■ **GOAL OF THE EXERCISE**: Once the line with "Input: one rendered map. Serialize" is found in the entries below, repeat it and each following line exactly, up to and including the line with "Transcribe the names". Add no other lines.

--- DATA SUPPLIED Enclosed Below ---

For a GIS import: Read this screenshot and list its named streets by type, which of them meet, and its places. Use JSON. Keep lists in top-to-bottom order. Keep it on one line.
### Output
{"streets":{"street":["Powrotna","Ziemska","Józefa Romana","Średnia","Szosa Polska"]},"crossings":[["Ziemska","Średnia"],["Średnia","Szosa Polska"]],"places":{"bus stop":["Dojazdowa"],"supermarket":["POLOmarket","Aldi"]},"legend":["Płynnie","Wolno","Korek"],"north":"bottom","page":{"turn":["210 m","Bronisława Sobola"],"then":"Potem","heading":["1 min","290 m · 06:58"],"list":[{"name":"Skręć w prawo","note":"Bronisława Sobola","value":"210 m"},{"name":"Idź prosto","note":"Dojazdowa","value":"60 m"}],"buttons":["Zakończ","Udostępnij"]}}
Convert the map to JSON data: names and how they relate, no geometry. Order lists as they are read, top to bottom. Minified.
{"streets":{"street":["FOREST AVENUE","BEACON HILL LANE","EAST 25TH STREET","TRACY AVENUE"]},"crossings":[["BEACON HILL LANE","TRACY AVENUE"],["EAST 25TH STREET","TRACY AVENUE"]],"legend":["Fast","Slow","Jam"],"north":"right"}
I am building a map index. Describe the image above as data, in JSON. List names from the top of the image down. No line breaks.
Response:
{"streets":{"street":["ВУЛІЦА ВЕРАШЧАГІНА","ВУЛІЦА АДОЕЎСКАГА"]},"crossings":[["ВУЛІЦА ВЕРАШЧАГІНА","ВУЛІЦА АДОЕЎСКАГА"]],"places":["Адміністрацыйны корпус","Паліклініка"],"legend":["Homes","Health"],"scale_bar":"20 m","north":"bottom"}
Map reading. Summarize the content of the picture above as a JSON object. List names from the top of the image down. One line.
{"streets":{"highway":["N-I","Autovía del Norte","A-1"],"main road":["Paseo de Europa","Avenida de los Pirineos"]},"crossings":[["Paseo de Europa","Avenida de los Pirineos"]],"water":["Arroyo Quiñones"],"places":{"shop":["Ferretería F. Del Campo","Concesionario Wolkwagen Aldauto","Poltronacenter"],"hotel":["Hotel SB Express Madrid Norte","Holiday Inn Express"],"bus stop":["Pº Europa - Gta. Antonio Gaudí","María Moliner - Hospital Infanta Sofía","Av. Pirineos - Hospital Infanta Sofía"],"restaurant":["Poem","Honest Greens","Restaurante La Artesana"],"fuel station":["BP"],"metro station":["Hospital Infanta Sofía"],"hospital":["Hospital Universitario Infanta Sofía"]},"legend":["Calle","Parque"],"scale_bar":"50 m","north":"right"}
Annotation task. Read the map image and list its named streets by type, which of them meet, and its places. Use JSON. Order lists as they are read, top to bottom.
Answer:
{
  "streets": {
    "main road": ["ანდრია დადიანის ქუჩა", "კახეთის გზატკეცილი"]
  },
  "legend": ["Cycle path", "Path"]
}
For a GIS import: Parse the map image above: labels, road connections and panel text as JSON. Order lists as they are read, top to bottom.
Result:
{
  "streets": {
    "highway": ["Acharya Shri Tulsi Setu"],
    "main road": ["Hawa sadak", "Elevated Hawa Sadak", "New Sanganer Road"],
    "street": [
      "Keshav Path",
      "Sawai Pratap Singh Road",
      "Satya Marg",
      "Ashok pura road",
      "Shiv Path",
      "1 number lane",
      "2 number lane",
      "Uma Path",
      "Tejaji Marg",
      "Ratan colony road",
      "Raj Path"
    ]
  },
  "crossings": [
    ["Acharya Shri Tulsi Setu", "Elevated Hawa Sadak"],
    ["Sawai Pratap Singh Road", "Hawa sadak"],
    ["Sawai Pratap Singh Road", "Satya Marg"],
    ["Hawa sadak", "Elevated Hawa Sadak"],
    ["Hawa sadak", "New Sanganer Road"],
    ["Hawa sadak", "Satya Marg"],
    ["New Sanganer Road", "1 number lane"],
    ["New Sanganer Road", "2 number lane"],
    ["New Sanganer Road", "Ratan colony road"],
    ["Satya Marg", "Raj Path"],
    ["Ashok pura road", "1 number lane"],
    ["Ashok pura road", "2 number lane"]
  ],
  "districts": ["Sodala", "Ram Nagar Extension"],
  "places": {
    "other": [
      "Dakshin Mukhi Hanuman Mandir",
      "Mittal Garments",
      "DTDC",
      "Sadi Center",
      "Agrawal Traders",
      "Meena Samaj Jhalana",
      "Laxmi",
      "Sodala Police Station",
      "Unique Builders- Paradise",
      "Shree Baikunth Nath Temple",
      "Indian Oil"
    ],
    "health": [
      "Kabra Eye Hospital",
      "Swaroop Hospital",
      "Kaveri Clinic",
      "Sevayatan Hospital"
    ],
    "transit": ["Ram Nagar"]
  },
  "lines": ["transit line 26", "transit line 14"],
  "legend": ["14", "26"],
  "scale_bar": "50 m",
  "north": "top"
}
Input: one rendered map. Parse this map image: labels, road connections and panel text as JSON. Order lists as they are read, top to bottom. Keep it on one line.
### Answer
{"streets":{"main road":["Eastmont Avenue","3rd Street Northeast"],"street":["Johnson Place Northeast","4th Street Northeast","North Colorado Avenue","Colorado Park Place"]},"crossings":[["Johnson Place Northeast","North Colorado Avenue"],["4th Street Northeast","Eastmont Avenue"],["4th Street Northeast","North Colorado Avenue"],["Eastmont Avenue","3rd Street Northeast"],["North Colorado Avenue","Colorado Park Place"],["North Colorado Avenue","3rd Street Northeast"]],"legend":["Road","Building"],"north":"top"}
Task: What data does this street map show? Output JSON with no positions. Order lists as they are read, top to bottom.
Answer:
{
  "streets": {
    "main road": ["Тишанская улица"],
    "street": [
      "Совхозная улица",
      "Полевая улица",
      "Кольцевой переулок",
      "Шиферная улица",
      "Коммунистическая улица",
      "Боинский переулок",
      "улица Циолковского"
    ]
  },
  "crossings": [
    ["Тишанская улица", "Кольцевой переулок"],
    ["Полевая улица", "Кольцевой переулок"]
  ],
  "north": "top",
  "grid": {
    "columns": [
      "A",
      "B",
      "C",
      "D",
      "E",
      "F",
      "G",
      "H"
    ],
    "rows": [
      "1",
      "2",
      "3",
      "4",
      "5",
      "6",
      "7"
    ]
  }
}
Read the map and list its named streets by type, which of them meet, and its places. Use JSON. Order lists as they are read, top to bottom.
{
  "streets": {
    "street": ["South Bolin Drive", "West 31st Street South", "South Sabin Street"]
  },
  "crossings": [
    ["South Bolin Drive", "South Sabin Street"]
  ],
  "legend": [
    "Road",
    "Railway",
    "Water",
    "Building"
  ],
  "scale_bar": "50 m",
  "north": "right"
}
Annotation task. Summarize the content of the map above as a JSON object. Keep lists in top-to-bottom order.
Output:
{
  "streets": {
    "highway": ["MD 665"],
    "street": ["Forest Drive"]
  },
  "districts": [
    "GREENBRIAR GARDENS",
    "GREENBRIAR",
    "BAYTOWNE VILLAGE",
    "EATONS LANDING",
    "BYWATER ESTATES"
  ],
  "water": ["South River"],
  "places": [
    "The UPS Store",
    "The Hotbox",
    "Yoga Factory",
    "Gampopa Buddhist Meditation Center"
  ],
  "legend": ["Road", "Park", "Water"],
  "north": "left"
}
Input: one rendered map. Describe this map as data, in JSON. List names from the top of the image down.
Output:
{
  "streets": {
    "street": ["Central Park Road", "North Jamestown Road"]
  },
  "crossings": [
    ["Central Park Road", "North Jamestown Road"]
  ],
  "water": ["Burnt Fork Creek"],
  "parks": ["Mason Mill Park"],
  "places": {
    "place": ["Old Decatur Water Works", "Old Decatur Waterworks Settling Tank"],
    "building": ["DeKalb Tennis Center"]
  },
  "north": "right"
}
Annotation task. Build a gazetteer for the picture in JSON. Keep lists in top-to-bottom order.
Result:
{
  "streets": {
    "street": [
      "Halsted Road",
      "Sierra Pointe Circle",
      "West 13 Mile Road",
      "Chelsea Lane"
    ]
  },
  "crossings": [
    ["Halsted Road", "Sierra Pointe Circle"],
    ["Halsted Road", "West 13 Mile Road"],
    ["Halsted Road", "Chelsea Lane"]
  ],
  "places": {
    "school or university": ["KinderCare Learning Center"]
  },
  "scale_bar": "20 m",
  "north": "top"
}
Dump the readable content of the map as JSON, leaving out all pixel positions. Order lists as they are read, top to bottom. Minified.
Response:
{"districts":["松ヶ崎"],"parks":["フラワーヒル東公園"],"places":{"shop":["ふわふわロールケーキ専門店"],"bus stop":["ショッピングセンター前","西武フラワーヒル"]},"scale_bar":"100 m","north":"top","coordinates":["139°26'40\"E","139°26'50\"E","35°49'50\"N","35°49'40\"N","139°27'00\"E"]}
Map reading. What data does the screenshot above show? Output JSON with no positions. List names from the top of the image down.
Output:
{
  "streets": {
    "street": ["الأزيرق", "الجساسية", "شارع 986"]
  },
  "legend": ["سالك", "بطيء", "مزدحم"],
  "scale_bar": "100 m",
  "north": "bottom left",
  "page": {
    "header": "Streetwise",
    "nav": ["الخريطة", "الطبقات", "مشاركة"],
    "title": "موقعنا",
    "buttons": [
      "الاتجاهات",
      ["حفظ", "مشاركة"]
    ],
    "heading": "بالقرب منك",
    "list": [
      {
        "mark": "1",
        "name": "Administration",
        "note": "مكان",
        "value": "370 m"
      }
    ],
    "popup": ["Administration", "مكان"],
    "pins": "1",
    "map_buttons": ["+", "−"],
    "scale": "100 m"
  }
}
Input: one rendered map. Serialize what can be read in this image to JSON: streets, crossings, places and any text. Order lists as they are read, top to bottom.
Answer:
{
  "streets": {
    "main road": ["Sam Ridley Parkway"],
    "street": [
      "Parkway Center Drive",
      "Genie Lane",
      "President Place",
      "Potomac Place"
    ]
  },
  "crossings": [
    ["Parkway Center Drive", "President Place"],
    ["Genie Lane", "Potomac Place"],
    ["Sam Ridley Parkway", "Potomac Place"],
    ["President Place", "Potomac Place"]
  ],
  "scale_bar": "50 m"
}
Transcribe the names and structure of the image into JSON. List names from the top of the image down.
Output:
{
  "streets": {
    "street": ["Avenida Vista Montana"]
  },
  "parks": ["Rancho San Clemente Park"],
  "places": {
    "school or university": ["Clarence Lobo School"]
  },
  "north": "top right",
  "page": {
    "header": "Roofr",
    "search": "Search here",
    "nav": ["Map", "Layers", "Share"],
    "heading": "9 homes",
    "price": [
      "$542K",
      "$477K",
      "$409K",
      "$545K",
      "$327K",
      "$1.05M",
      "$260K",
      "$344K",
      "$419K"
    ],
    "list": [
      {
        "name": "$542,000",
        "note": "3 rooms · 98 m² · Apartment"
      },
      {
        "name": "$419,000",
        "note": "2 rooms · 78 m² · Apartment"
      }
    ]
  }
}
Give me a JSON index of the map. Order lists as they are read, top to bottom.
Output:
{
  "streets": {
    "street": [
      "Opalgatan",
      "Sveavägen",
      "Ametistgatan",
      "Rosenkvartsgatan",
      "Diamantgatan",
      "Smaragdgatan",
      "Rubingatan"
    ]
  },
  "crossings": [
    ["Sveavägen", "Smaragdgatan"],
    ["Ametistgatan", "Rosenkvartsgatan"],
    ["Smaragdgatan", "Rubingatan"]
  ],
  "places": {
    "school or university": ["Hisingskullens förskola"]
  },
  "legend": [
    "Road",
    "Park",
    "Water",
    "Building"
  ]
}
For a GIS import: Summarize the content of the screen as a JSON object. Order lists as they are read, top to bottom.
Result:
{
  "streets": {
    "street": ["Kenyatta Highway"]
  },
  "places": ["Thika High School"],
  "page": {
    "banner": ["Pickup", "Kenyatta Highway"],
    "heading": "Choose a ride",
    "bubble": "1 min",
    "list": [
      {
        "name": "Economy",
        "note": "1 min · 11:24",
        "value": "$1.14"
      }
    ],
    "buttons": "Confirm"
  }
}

--- End of Enclosed DATA SUPPLIED ---

■ **REPLY**:
Input: one rendered map. Serialize what can be read in this image to JSON: streets, crossings, places and any text. Order lists as they are read, top to bottom.
Answer:
{
  "streets": {
    "main road": ["Sam Ridley Parkway"],
    "street": [
      "Parkway Center Drive",
      "Genie Lane",
      "President Place",
      "Potomac Place"
    ]
  },
  "crossings": [
    ["Parkway Center Drive", "President Place"],
    ["Genie Lane", "Potomac Place"],
    ["Sam Ridley Parkway", "Potomac Place"],
    ["President Place", "Potomac Place"]
  ],
  "scale_bar": "50 m"
}
Transcribe the names and structure of the image into JSON. List names from the top of the image down.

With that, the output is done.